Building a Multi-Agent AI system: What nobody tells you about going to production

Lessons from deploying a multi-agent analytical assistant on Databricks

Our journey

When our client asked for an AI assistant that could answer business questions about category management, we started simple: one agent with a comprehensive prompt and access to the data. Similar to ChatGPT, Gemini or Claude.

It didn’t work. 

The single agent became a jack of all trades, master of none. With a large prompt attempting to cover the entire domain and numerous custom-built data tools at its disposal, it struggled to choose the right approach for each question. Simple questions got answers with unnecessary complexity. The complex questions got shallow treatment, and the agent was not able to use multiple tools after another.

So we rebuilt it as a multi-agent system: A ‘team’ of specialized agents orchestrated by a coordinator, each handling a distinct analytical domain. 

Two months later, we have a system that handles everything from “show me the top 3 performers” to “why did our conversion rate drop and what should we do about it?”
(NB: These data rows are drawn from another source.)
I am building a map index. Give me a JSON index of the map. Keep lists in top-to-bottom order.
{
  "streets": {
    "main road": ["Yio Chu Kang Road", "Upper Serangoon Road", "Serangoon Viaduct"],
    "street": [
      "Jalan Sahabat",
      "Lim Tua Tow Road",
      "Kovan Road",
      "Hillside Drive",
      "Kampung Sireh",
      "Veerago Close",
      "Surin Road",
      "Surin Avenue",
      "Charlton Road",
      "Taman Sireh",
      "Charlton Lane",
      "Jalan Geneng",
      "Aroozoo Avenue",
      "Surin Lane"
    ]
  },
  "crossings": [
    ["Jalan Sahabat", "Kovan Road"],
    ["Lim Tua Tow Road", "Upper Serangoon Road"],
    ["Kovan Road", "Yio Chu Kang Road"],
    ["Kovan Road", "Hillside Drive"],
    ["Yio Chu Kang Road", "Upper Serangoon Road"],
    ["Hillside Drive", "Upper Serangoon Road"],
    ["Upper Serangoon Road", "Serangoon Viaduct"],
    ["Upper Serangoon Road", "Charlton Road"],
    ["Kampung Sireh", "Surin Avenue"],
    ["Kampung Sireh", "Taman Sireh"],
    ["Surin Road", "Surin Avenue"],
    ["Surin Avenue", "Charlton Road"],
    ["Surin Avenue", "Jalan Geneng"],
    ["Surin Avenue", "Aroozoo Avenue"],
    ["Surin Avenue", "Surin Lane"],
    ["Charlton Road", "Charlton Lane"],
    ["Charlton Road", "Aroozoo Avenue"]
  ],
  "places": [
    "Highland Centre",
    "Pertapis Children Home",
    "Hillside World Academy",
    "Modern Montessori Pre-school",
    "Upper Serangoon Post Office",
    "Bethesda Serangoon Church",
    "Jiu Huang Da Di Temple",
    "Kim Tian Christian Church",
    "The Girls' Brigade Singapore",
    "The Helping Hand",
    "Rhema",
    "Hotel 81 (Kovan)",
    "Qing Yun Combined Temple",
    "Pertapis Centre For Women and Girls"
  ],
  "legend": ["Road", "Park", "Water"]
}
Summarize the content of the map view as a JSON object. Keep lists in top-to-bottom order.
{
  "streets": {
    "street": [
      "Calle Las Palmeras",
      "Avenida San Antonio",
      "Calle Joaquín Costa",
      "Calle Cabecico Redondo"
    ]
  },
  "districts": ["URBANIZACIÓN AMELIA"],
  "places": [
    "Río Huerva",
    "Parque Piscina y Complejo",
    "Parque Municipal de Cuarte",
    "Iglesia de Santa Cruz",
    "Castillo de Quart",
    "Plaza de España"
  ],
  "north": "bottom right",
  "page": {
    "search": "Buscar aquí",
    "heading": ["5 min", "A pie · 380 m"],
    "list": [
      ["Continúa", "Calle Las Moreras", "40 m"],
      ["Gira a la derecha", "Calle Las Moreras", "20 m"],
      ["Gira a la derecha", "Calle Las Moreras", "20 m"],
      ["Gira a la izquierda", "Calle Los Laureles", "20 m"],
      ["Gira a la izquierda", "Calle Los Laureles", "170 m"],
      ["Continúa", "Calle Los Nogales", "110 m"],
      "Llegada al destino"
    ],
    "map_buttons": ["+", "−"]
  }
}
And it works. Business users can now run complex analytical queries that used to require hours of manual work. But getting here was quite a journey and taught us many lessons we want to share.

The architecture: One voice, many specialists

Reconsidering the architecture, we quickly landed on what we call the Spokesperson Pattern: only one agent ever talks to humans. Basically, it follows this pattern:

User Question

     ↓

[Coordinator] → Classifies, assigns tasks

     ↓

[Specialist Agents] → Work silently in parallel

     ↓

[Coordinator] → Synthesizes findings into a single response

     ↓

User receives one coherent answer

Our prototype coordinator let each agent respond and share it in one massive response. 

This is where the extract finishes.